PNAC's stated goal was "to promote American global leadership." The organization stated that "American leadership is good both for America and for the world," and sought to build support for "a Reaganite policy of military strength and moral clarity."
Observers such as Irwin Stelzer and David Grondin have suggested that the PNAC played a key role in shaping the foreign policy of the Bush Administration, particularly in building support for the Iraq War.
Key PNAC members had been advocating regime change in Iraq since 1998.
One particular publication by PNAC which is discussed frequently is Rebuilding America's Defenses: Strategy, Forces and Resources For a New Century, published in September 2000. Here are some quotes from it which I consider signifigant:
The immediate task is to rebuild today's force, ensuring that it is
equal to the tasks before it: shaping the peacetime environment and
winning multiple, simultaneous theater wars; these forces must be
large enough to accomplish these tasks without running the “high” or
“unacceptable” risks it faces now.
None of the defense reviews of the past decade has weighed fully
the range of missions demanded by U.S. global leadership: defending
the homeland, fighting and winning multiple large-scale wars,
conducting constabulary missions which preserve the current peace,
and transforming the U.S. armed forces to exploit the “revolution
in military affairs.”
Further, the process of transformation, even if it brings
revolutionary change, is likely to be a long one, absent some
catastrophic and catalyzing event – like a new Pearl Harbor.

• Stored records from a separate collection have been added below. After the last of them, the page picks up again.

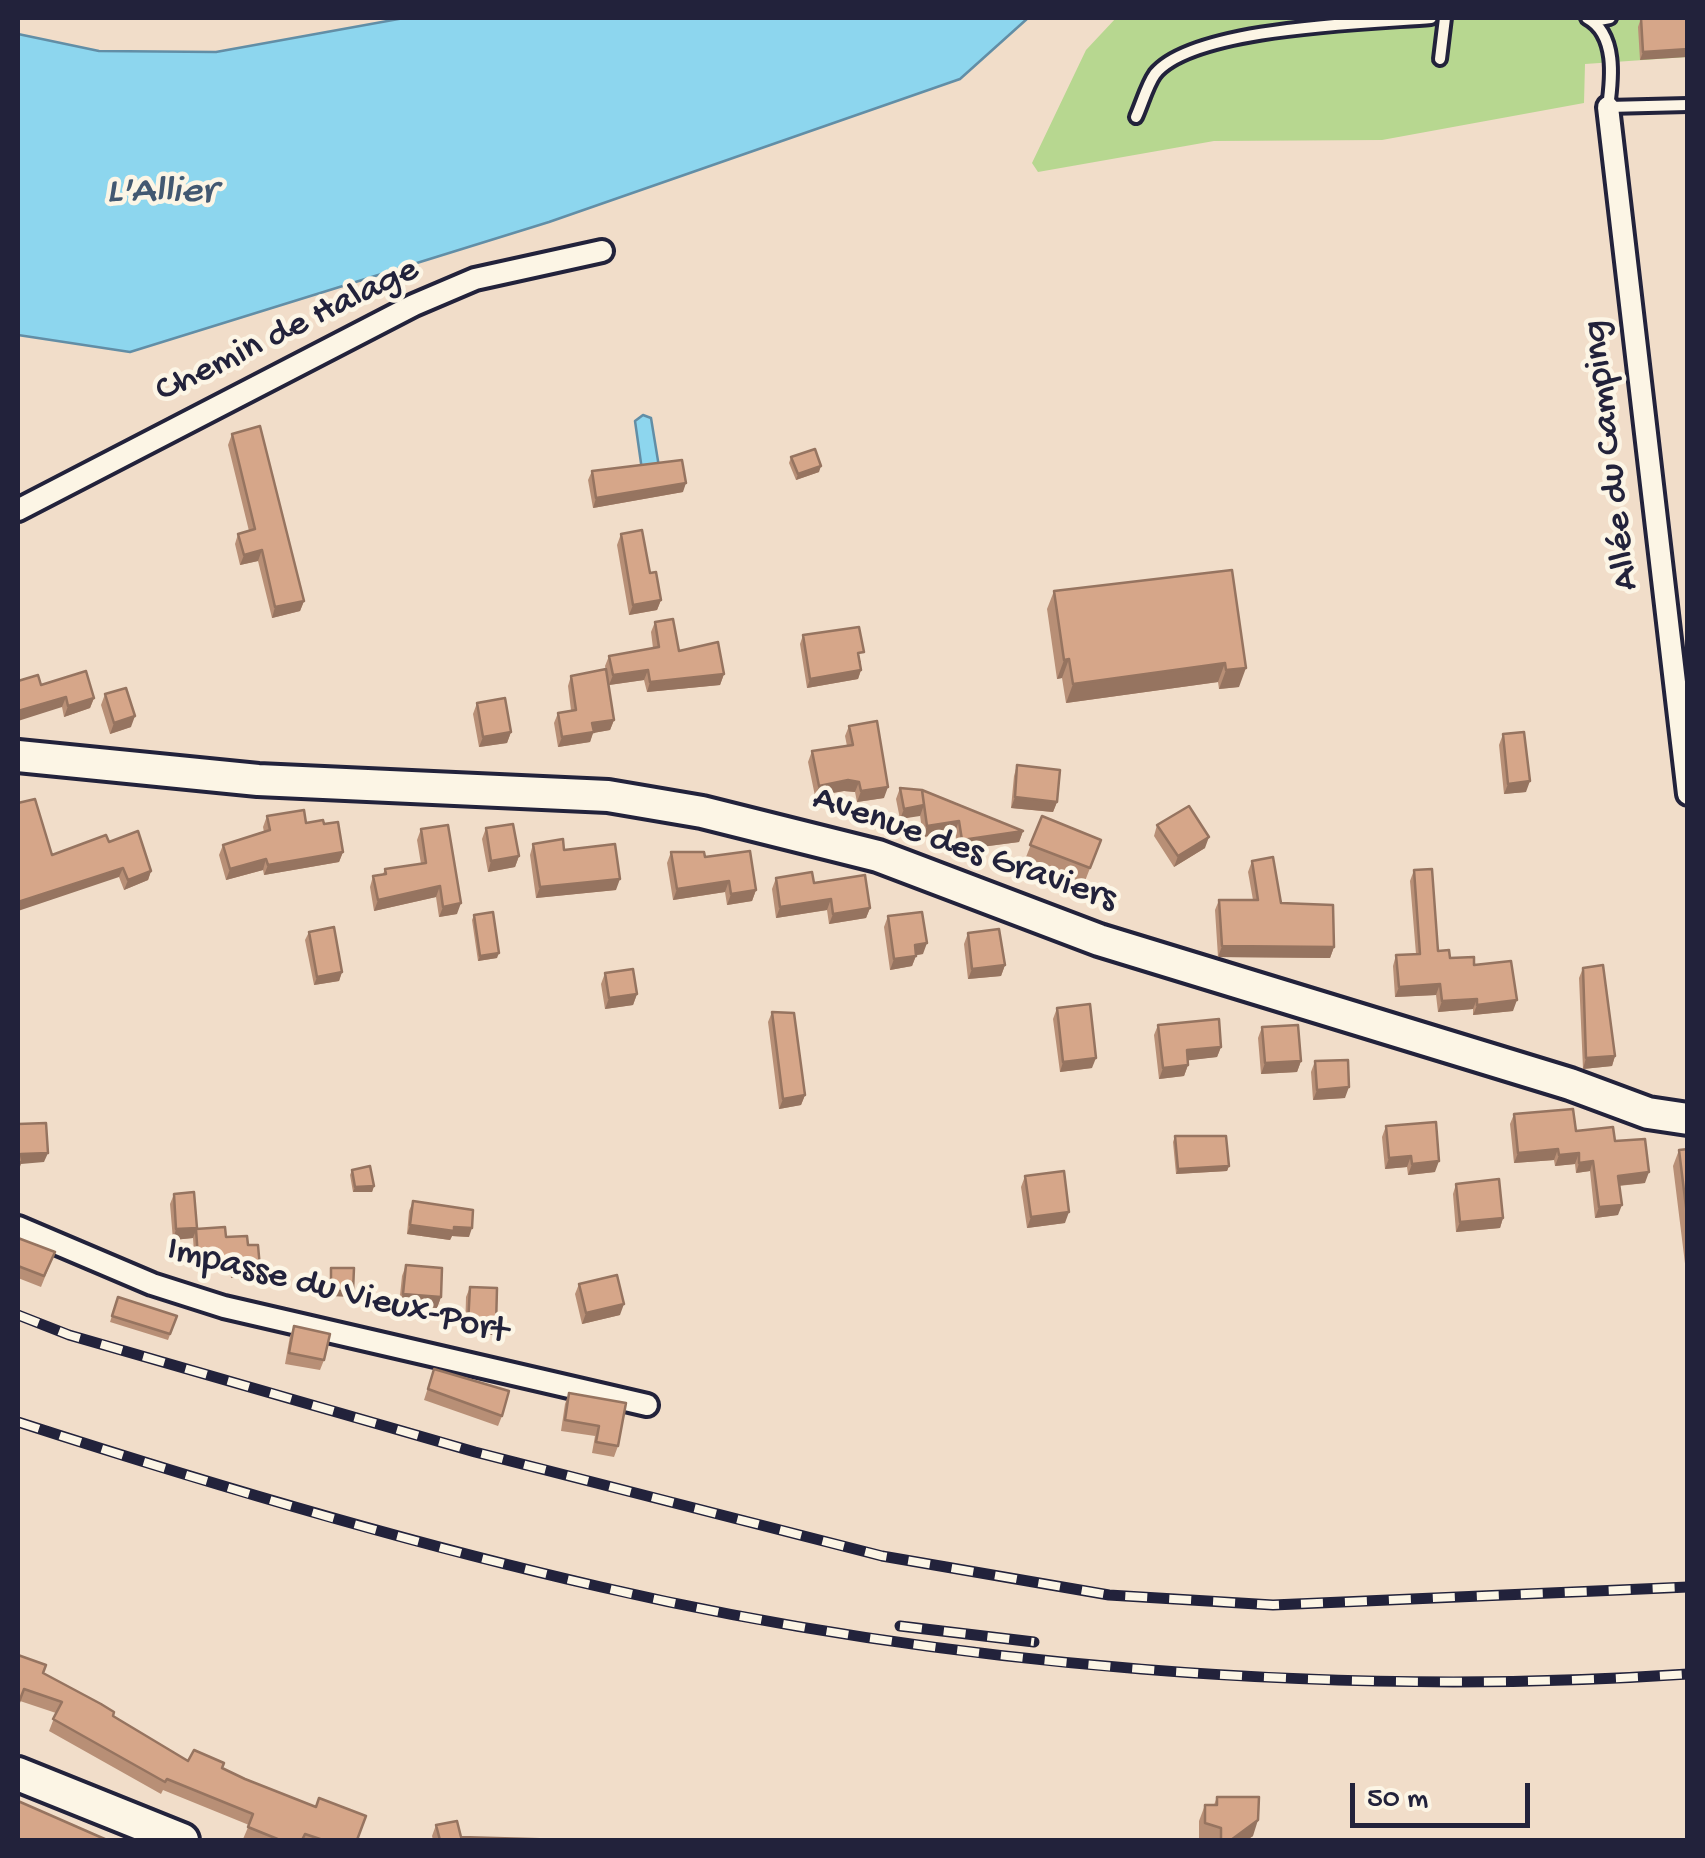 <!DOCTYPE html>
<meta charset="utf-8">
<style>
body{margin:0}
#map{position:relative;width:1705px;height:1858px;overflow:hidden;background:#f1ddc9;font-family:"Gochi Hand",sans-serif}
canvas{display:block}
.frame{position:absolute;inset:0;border:20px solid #22223b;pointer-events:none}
.scale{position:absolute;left:1350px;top:1783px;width:180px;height:45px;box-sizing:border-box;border:5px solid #22223b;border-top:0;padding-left:12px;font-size:30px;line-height:35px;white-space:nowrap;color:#22223b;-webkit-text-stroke:8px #fcf5e5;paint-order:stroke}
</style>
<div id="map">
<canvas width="1705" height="1858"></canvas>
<div class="frame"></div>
<div class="scale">50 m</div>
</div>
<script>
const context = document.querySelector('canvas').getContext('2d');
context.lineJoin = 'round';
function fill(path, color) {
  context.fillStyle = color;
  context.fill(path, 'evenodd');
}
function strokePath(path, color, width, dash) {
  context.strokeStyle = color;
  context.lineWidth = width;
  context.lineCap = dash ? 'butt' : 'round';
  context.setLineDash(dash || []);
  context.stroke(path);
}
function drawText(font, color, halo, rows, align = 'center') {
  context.font = font + ' "Gochi Hand",sans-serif';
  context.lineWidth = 9;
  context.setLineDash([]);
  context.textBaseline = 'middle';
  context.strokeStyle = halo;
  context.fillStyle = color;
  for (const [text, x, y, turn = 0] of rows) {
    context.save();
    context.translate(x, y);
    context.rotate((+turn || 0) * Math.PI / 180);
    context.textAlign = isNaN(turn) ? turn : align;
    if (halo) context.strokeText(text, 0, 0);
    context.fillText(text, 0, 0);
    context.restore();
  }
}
const green = new Path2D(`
 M1116,18H1687V57L1585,64L1584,103L1382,140L1214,141L1038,172L1032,163L1086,50Z`);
const water = new Path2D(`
 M404,18H1028L960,79L549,222L130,352L18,335V34L99,51L216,52Z
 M643,415L651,418L659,467L642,470L635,421Z`);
const lane = new Path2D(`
 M1587,18C1617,34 1612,79 1608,107L1688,105
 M1594,21L1610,18
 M1440,59L1445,18
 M1136,117C1142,104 1147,85 1155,74C1193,27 1370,23 1431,18`);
const street = new Path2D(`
 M1608,107L1688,794
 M18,510L414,305L475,279L602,251
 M18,1227L152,1284L224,1307L647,1405`);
const secondary = new Path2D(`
 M18,756L258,780L608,796L702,812L878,856L1099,940L1570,1084L1648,1113L1688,1119`);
const primary = new Path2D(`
 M18,1774L182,1840`);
const rail = new Path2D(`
 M18,1315L69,1335L475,1452L882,1556L1109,1595L1273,1605L1688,1587
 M18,1422C210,1484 404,1542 601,1587C942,1666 1339,1698 1688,1674
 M900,1626L1034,1642`);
const wall = new Path2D(`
 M1641,18H1688L1640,60L1638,27Z
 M232,434L304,601L300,611L272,618L258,561L240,565L235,544L238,534L249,531L228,445Z
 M791,457L819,472L796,480L789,463Z
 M592,471L683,492L593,508L588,480Z
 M621,534L650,573L661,600L657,610L629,615L617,545Z
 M1232,570L1239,687L1219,689L1218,682L1066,703L1062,678L1057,679L1047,609L1054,591Z
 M655,622L679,651L724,674L720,685L647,692L644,680L609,685L605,666L609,656L653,648L651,632Z
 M803,635L861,661V670L858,679L807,688L800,644Z
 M571,676L614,720L610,730L593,733L590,742L558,747L554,723L558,713L571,710L568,686Z
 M41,685L94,698L90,708L64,717L62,707Z
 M105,694L131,727L110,734L101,705Z
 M477,703L511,732L507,743L479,747L473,714Z
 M849,726L884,798L857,802L855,792L844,791L815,796L808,762L812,751L847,746L845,736Z
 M1503,734L1526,792L1504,794L1499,745Z
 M1017,765L1057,802L1053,812L1011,808L1014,776Z
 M900,788L1023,831L1019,842L958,850L955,832L923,837L920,815L900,819L896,799Z
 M267,816L306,823L324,824L343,852L339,862L264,875L263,870L226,880L219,855L223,845L264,832L263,827Z
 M1042,816L1101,840L1078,899L1019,875Z
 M1157,825L1205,848L1174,867L1154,836Z
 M486,828L519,856L515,867L488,872L482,839Z
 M421,829L457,914L439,917L436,897L374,911L370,887L373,876L383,874L385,869L421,864L417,840Z
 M109,842L151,871L148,880L124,890L119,877L52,855Z
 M533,844L564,850L616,890L536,898L530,855Z
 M671,852L705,857L756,890L752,901L727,905L725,892L673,900L667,863Z
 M1252,861L1281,903L1334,947L1330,958L1218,957L1215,910L1219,900H1253L1248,872Z
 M1414,870L1438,951L1450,958L1474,965L1513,1011L1473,1015V1009L1438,1012L1436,995L1395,997L1393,966L1396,955L1416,954L1410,881Z
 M776,878L814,883L870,908L866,918L829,924L827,910L776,918L772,889Z
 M474,915L497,958L478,961L472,920Z
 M888,916L923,954L916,955L912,966L890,970L884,927Z
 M309,932L342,972L339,981L314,985L305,940Z
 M968,933L1005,965L1001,976L968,979L964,944Z
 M1583,968L1615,1056L1612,1066L1583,1069L1579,978Z
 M605,973L637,994L633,1005L605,1009L601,984Z
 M1057,1008L1092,1068L1060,1072L1053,1019Z
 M772,1012L805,1095L801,1105L779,1109L768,1022Z
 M1158,1025L1221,1047L1217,1057L1188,1060V1065L1184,1076L1159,1079L1154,1035Z
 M1262,1027L1301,1061L1297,1072L1261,1074L1258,1038Z
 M1315,1061L1345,1098L1313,1100L1311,1072Z
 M1514,1114L1615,1141L1645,1183L1619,1186L1618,1215L1595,1218L1590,1171L1576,1173L1575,1164L1555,1166L1554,1160L1514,1163L1510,1124Z
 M1386,1126L1435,1172L1408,1175L1407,1167L1385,1169L1382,1137Z
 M1175,1136L1229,1166L1227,1171L1176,1174L1173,1142Z
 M1688,1149V1288L1673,1166L1679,1150Z
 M352,1170L374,1186L372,1192H353L350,1175Z
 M1025,1176L1065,1223L1027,1228L1021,1187Z
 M1456,1184L1503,1218L1500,1228L1456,1232L1453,1194Z
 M174,1194L197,1228L196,1229L226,1237L248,1245L260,1268L257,1277L231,1278L230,1266L195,1267L193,1238L173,1240L170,1204Z
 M413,1201L469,1237L452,1236L450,1240L407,1234L409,1211Z
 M18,1238L55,1252L41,1287L18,1278Z
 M406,1265L441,1297L437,1308L399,1305L402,1276Z
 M579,1284L620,1315L582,1324L575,1294Z
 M470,1287L496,1326L492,1335L465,1334L466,1297Z
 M118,1297L177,1316L168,1340L110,1322Z
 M294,1326L324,1360L320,1370L285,1364L290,1336Z
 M434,1369L502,1416L498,1426L424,1400Z
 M569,1393L618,1446L614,1457L592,1453L595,1436L561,1431L565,1404Z
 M18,1655L43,1673L188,1761L222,1768L357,1840H247L243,1839L249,1825L163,1790L161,1794L49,1731L56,1713L20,1701L18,1706Z
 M1217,1797L1253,1836L1247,1840L1199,1839V1821L1205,1805H1214Z
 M436,1825L461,1837L566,1840H433L432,1836Z`);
const shadedWall = new Path2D(`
 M1688,49V57L1640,60L1643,52Z
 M821,466L819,472L796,480L798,474Z
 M686,483L683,492L593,508L596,498Z
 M262,550L258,561L240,565L244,555Z
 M661,600L657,610L629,615L633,605Z
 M304,601L300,611L272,618L275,607Z
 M1069,659L1062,678L1057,679L1064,660Z
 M1225,663L1218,682L1066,703L1073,684Z
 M1246,668L1239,687L1219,689L1226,670Z
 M648,670L644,680L609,685L613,675Z
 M861,670L858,679L807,688L810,679Z
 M724,674L720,685L647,692L650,682Z
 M66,697L62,707L18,721V711Z
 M94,698L90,708L64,717L68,706Z
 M135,716L131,727L110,734L114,723Z
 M614,720L610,730L593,733L590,742L558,747L562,737L592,723Z
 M511,732L507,743L479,747L483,737Z
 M848,780L859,782L855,792L844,791L815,796L819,786Z
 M1530,781L1526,792L1504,794L1508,784Z
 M888,787L884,798L857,802L861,791Z
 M1015,797L1057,802L1053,812L1011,808Z
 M924,805L920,816L900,819L904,809Z
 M959,821L955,832L923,837L927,826Z
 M1023,831L1019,842L958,850L962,840Z
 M1209,837L1205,848L1174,867L1178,856Z
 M343,852L339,862L264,875L268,865Z
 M519,856L515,867L488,872L491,861Z
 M266,859L263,870L226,880L230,869Z
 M123,868L119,877L18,911V902Z
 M151,871L148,880L124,890L128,880Z
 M620,879L616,890L536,898L540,887Z
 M729,881L725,892L673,900L677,889Z
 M440,886L436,897L374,911L378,900Z
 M756,890L752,901L727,905L731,894Z
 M831,899L827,910L776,918L780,907Z
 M461,903L457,914L439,917L443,907Z
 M870,908L866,918L829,924L833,914Z
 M927,943L923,954L911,956L915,945Z
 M1222,946L1334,947L1330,958L1218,957Z
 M499,953L497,958L478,961L480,956Z
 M916,956L912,966L890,970L894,959Z
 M1005,965L1001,976L968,979L972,969Z
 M342,972L339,981L314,985L317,977Z
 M1440,984L1436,995L1395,997L1399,987Z
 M637,994L633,1005L605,1009L609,998Z
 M1477,999L1473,1009L1438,1012L1442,1001Z
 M1517,1000L1513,1011L1473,1015L1477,1005Z
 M1221,1047L1217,1057L1183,1061L1187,1050Z
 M1615,1056L1612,1066L1583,1069L1586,1058Z
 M1096,1058L1092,1068L1060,1072L1063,1062Z
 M1301,1061L1297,1072L1261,1074L1265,1063Z
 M1188,1065L1184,1076L1159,1079L1163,1068Z
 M1349,1087L1345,1098L1313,1100L1317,1090Z
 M805,1095L801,1105L779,1109L783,1099Z
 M1558,1149L1554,1160L1514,1163L1518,1153Z
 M48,1153L44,1162L21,1164L18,1172V1162L21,1154Z
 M1579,1153L1575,1164L1555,1166L1559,1155Z
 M1411,1156L1407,1167L1385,1169L1389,1158Z
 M1439,1161L1435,1172L1408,1175L1412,1164Z
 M1593,1161L1590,1171L1576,1173L1579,1163Z
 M1229,1166L1227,1171L1176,1174L1178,1169Z
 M1649,1172L1645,1183L1614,1186L1618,1176Z
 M374,1186L372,1192H353L355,1187Z
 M1622,1205L1618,1215L1595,1218L1599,1207Z
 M1069,1212L1065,1223L1027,1228L1031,1217Z
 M1503,1218L1500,1228L1456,1232L1460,1222Z
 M410,1225L454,1227L472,1228L469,1237L452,1236L450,1240L407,1234Z
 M197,1228L193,1238L173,1240L176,1229Z
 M234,1257L230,1266L195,1267L198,1258Z
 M235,1268H260L257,1277L231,1278Z
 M331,1291H353L351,1297L329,1296Z
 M403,1294L441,1297L437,1308L399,1305Z
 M624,1304L620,1315L582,1324L586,1313Z
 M468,1324L496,1326L492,1335L465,1334Z
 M1258,1820L1253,1836L1247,1840H1231Z`);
const building = new Path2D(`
 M1641,18H1688V49L1643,52Z
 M260,426L304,601L275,607L262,550L244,555L238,534L255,529L232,434Z
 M815,449L821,466L798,474L791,457Z
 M682,460L686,483L596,498L592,471Z
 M642,530L650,573L656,572L661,600L633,605L621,534Z
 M1232,570L1246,668L1226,670L1225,663L1073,684L1069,659L1064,660L1054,591Z
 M673,619L679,651L718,642L724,674L650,682L648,670L613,675L609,656L659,647L655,622Z
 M859,627L864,652L858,653L861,670L810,679L803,635Z
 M606,669L614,720L592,723L594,732L562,737L558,713L576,710L571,676Z
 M86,671L94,698L68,706L66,697L18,711V681L38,675L41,685Z
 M126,688L135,716L114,723L105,694Z
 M505,698L511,732L483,737L477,703Z
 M877,721L888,787L861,791L859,782L848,780L819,786L812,751L853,745L849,726Z
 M1524,732L1530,781L1508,784L1503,734Z
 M1017,765L1060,770L1057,802L1015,797Z
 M900,788L922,790L924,805L904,809Z
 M922,790L1023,831L962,840L959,821L927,826Z
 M35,799L52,855L106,835L109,842L138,831L151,871L128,880L123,868L18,902V803Z
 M1189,806L1209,837L1178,856L1157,825Z
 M304,810L306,823L323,820L324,824L338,822L343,852L268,865L266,859L230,869L223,845L270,830L267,816Z
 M1042,816L1101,840L1090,868L1030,845Z
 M513,824L519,856L491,861L486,828Z
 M448,825L461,903L443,907L440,886L378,900L373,876L386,874L385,869L426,863L421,829Z
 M563,839L564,850L615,844L620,879L540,887L533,844Z
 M750,851L756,890L731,894L729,881L677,889L671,852H704L705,857Z
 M1273,857L1281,903L1333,905L1334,947L1222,946L1219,900H1258L1252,861Z
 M1432,869L1438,951L1449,950L1450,958L1474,957V965L1511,961L1517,1000L1477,1005V999L1442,1001L1440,984L1399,987L1396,955L1420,954L1414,870Z
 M812,872L814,883L865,875L870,908L833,914L831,899L780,907L776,878Z
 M493,912L499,953L480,956L474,915Z
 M922,912L927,943L915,945L916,956L894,959L888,916Z
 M334,927L342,972L317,977L309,932Z
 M999,929L1005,965L972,969L968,933Z
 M1603,965L1615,1056L1586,1058L1583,968Z
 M633,969L637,994L609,998L605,973Z
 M1090,1004L1096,1058L1063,1062L1057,1008Z
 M772,1012L794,1013L805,1095L783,1099Z
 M1219,1019L1221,1047L1187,1050L1188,1065L1163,1068L1158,1025Z
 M1298,1025L1301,1061L1265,1063L1262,1027Z
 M1348,1060L1349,1087L1317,1090L1315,1061Z
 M1573,1109L1576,1131L1613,1127L1615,1141L1645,1139L1649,1172L1618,1176L1622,1205L1599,1207L1593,1161L1579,1163V1153L1559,1155L1558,1149L1518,1153L1514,1114Z
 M1436,1122L1439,1161L1412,1164L1411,1156L1389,1158L1386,1126Z
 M46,1123L48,1153L21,1154L22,1162H18V1124Z
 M1175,1136H1226L1229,1166L1178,1169Z
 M1688,1149V1223L1679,1150Z
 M370,1166L374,1186L355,1187L352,1170Z
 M1064,1171L1069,1212L1031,1217L1025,1176Z
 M1499,1179L1503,1218L1460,1222L1456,1184Z
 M194,1192L197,1228L176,1229L174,1194Z
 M413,1201L473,1210L472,1228L454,1227V1231L410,1225Z
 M225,1227L226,1237L247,1236L248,1245H258L260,1268H235L234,1257L198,1258L196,1229Z
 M18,1238L55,1252L44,1276L18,1266Z
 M406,1265L442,1268L441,1297L403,1294Z
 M331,1268H354L353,1291H331Z
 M617,1275L624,1304L586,1313L579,1284Z
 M470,1287L497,1288L496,1326L468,1324Z
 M118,1297L177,1316L170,1334L112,1316Z
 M294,1326L330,1334L324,1360L289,1353Z
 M434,1369L509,1391L502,1416L428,1389Z
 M569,1393L626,1403L618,1446L596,1442L599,1426L565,1420Z
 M18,1655L46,1665L43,1673L101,1704L114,1712L113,1716L188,1761L194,1750L224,1763L222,1768L245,1779L316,1807L319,1798L366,1816L357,1840H323L305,1834L302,1840H280L248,1827L253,1814L167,1779L165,1782L53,1719L62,1702L24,1689L19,1702L18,1701Z
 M1217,1797H1259L1258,1820L1231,1840H1221V1828L1205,1823V1805H1217Z
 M18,1801L107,1840H18Z
 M457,1821L461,1837L566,1840H440L436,1825Z`);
const streetNames = [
 ["Chemin de Halage",288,332,-26],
 ["Allée du Camping",1613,455,-97],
 ["Avenue des Graviers",964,851,19],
 ["Impasse du Vieux-Port",337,1293,14]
];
const waterNames = [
 ["L'Allier",161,194]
];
fill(green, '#b7d790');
fill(water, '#8dd6ee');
strokePath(water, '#628ea6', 2.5);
strokePath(lane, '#22223b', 18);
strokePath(street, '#22223b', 28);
strokePath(secondary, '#22223b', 38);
strokePath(primary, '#22223b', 40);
strokePath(lane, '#fcf5e5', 10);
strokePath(street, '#fcf5e5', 20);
strokePath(secondary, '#fcf5e5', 30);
strokePath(primary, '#fcf5e5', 32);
strokePath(rail, '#22223b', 11);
strokePath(rail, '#fcf5e5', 8, [22]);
fill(wall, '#b88f76');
fill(shadedWall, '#967460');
fill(building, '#d6a689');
strokePath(building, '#967460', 2.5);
drawText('38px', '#22223b', '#fcf5e5', streetNames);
drawText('italic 40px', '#425871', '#fcf5e5', waterNames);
</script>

Emphasis mine. I do not mean to imply anything by the last quote. Being one of the more famous quotes from the document, however, I felt I had to include it.
I'd also like to point out that politicians do not always mean what they say, both during campaigns, elections, and their terms in office.
Whether or not Bush truly did agree with the sentiments of PNAC before 9/11, the fact that he selected so many of its signatories for his cabinet is, in my opinion, more of a political statement than anything he said during his campaign. Actions speak louder than words. To give Bush the benefit of the doubt, it's possible that he simply did not know his cabinet members very well. That would be grossly incompetent, which is certainly possible. I do not speculate on his personal character or motives.
Sources for claims about PNAC are in their own mission statement, and in the sources of the Wikipedia article on PNAC. Two sentences in this answer have been copied verbatim from Wikipedia.